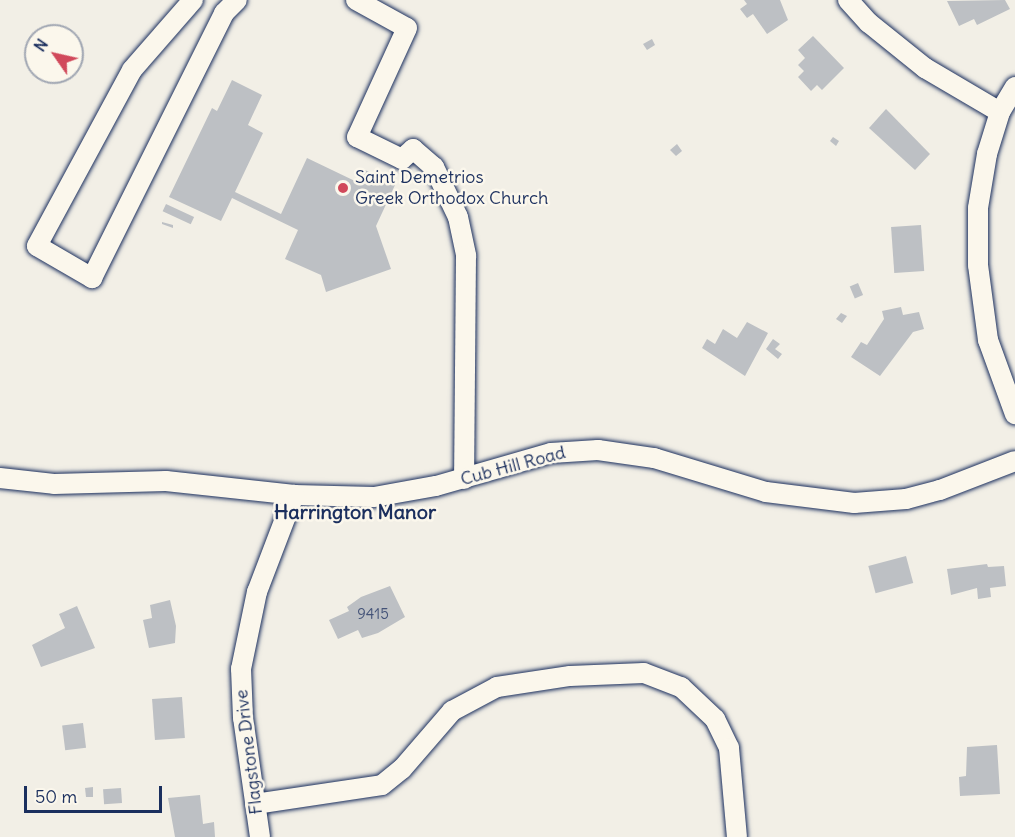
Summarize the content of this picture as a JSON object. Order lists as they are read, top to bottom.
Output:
{
  "streets": {
    "street": ["Cub Hill Road", "Flagstone Drive"]
  },
  "crossings": [
    ["Cub Hill Road", "Flagstone Drive"]
  ],
  "districts": ["Harrington Manor"],
  "places": ["Saint Demetrios Greek Orthodox Church"],
  "house_numbers": ["9415"],
  "scale_bar": "50 m",
  "north": "top left"
}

::::

Every entry above needs to be duplicated exactly, without its images.

Summarize the content of this picture as a JSON object. Order lists as they are read, top to bottom.
Output:
{
  "streets": {
    "street": ["Cub Hill Road", "Flagstone Drive"]
  },
  "crossings": [
    ["Cub Hill Road", "Flagstone Drive"]
  ],
  "districts": ["Harrington Manor"],
  "places": ["Saint Demetrios Greek Orthodox Church"],
  "house_numbers": ["9415"],
  "scale_bar": "50 m",
  "north": "top left"
}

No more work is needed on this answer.